§ WHAT IS REQUIRED
Whenever a line in the data contains "cover", show that line.
[Opening SUPPLIED DATA section]
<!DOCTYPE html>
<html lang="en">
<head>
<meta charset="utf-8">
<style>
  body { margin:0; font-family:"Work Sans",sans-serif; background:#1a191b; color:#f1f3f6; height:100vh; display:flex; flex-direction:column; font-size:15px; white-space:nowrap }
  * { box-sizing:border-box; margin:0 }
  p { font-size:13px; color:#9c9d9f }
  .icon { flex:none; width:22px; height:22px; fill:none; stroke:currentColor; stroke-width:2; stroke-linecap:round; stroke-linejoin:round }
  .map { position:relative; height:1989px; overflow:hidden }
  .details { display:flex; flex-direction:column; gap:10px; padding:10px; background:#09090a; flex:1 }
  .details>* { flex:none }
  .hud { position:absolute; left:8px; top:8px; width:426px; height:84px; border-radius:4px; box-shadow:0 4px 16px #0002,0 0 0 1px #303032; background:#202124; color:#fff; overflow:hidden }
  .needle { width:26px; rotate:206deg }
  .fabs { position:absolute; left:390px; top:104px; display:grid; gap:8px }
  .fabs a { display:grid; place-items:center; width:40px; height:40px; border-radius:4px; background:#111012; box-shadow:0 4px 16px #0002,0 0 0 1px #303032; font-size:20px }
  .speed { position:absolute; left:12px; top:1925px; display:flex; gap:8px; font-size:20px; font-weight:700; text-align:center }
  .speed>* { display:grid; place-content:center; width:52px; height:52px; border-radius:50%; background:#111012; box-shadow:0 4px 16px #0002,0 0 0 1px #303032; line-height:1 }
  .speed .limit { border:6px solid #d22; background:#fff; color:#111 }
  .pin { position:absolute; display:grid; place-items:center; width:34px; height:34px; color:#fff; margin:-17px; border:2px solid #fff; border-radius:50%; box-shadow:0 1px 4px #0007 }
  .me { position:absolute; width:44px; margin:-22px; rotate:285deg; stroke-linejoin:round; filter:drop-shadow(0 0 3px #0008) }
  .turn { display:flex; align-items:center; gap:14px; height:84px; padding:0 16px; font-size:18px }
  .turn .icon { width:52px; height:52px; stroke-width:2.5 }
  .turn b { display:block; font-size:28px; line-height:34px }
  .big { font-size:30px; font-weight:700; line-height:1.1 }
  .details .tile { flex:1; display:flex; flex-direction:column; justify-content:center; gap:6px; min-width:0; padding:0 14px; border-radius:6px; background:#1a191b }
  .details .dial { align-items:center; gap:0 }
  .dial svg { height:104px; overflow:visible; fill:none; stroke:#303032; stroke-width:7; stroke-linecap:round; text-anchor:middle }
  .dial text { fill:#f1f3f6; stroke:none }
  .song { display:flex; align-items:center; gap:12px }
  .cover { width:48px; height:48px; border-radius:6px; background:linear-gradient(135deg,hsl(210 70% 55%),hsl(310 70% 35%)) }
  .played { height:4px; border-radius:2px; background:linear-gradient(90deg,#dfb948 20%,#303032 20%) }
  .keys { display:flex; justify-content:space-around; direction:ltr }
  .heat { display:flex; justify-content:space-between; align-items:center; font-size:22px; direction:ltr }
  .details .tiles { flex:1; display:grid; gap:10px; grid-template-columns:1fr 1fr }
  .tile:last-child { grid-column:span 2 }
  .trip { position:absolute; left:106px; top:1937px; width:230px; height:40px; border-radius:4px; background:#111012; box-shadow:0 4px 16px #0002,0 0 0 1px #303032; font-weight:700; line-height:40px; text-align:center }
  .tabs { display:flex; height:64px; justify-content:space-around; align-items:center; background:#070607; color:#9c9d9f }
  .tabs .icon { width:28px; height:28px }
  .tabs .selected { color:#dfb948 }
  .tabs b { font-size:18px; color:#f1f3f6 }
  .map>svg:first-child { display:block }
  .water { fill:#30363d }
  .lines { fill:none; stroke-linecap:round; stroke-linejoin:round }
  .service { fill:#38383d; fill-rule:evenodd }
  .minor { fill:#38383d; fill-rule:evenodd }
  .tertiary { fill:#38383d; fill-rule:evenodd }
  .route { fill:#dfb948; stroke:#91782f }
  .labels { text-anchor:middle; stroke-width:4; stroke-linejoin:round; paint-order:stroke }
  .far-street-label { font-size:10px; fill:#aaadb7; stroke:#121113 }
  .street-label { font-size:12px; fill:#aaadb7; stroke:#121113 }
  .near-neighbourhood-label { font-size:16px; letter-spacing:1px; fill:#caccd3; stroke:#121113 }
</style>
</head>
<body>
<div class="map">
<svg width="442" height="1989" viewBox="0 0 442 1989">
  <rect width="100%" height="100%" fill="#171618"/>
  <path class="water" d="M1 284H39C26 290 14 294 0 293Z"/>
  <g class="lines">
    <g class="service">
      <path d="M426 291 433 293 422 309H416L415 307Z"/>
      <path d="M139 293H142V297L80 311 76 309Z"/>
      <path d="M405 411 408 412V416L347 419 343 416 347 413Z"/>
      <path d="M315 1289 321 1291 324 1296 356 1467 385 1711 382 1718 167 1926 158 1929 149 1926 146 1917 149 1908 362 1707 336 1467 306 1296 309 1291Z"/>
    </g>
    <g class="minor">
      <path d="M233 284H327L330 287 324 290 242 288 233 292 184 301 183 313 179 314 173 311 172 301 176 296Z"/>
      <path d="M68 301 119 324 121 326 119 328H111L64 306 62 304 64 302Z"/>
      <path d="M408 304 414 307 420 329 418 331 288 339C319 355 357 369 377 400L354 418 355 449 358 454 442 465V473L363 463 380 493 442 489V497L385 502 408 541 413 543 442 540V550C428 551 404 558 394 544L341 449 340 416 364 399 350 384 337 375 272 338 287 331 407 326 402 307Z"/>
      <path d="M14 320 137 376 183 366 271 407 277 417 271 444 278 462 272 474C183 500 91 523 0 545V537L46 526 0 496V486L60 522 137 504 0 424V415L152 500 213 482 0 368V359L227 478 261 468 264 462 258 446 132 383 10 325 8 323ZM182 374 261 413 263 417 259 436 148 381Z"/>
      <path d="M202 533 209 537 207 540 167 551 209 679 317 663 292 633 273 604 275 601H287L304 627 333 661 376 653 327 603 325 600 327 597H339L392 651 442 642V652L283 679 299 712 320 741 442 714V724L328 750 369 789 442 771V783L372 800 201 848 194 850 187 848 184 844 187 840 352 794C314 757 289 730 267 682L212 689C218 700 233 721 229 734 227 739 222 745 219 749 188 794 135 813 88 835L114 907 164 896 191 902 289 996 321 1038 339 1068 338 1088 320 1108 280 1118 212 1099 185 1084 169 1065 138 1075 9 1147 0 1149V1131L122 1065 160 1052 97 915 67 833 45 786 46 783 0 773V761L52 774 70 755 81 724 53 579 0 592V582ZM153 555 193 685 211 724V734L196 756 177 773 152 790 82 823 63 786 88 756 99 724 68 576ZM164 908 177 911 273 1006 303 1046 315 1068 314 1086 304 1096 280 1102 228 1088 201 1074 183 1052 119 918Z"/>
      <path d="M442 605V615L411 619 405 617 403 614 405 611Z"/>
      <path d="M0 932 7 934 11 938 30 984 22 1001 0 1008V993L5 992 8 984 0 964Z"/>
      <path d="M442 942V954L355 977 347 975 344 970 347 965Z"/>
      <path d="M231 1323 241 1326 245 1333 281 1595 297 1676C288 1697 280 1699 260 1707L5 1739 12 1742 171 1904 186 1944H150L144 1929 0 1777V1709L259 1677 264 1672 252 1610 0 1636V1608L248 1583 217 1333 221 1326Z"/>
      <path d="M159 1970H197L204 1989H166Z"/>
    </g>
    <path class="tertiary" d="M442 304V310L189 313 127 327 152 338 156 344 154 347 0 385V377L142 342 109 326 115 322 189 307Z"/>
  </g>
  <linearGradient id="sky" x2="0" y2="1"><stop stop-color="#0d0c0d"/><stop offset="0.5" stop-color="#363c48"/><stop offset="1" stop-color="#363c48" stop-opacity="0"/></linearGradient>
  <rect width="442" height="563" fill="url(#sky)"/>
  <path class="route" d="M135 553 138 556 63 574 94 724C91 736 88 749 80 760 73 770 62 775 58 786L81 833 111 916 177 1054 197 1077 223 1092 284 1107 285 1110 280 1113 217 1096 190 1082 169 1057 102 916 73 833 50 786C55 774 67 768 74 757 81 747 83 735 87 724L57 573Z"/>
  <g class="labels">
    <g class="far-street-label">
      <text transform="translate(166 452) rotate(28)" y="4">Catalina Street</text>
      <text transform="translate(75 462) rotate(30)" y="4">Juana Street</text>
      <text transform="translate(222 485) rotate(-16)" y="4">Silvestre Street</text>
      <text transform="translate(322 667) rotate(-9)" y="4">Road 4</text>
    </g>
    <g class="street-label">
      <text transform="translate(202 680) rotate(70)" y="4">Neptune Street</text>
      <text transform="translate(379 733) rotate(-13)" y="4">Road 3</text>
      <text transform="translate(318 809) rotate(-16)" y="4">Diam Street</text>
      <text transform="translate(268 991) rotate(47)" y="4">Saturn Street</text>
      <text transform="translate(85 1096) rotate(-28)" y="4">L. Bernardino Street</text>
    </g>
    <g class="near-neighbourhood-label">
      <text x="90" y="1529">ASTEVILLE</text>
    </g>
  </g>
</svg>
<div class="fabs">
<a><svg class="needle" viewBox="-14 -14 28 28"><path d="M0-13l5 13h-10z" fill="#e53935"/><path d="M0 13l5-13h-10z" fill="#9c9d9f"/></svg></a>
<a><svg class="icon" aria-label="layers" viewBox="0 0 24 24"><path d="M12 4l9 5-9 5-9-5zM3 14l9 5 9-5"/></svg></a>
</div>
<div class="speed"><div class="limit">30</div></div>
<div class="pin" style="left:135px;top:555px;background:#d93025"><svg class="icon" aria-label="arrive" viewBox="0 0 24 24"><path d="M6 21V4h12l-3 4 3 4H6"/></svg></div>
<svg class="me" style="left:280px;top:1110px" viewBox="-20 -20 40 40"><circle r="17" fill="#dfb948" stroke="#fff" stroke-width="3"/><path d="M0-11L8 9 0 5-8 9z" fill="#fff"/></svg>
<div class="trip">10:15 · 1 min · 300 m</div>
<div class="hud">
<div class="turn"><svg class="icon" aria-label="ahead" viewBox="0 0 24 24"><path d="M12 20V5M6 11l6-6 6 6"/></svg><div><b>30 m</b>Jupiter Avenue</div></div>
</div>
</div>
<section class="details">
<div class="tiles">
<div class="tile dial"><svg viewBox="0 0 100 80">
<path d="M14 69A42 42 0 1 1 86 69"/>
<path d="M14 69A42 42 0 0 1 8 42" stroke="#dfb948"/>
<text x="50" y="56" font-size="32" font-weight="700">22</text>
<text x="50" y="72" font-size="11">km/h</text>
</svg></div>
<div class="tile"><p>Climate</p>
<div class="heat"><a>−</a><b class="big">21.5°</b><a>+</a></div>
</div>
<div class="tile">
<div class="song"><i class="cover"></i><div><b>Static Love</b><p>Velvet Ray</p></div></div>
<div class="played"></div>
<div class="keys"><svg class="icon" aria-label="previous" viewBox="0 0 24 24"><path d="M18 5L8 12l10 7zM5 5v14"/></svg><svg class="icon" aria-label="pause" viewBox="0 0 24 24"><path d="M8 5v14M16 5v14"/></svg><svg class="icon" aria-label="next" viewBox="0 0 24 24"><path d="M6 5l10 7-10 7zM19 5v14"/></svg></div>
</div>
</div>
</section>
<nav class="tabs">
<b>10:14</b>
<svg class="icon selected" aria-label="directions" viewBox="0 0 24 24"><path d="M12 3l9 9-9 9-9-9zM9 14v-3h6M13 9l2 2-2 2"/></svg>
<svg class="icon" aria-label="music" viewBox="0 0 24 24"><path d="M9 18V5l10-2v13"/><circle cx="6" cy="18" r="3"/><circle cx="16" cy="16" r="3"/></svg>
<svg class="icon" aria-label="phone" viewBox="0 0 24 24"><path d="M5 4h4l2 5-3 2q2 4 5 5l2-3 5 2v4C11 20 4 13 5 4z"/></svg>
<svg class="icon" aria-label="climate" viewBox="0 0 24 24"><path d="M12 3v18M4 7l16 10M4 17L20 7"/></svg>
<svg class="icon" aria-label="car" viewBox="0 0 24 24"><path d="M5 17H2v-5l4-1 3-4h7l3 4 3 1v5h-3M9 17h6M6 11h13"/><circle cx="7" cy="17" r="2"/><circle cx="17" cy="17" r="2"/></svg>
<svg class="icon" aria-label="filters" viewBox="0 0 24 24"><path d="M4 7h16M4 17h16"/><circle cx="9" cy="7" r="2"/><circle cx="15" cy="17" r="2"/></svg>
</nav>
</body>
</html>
[Closing SUPPLIED DATA section]
§ ANSWER TO THIS EXERCISE
  .cover { width:48px; height:48px; border-radius:6px; background:linear-gradient(135deg,hsl(210 70% 55%),hsl(310 70% 35%)) }
<div class="song"><i class="cover"></i><div><b>Static Love</b><p>Velvet Ray</p></div></div>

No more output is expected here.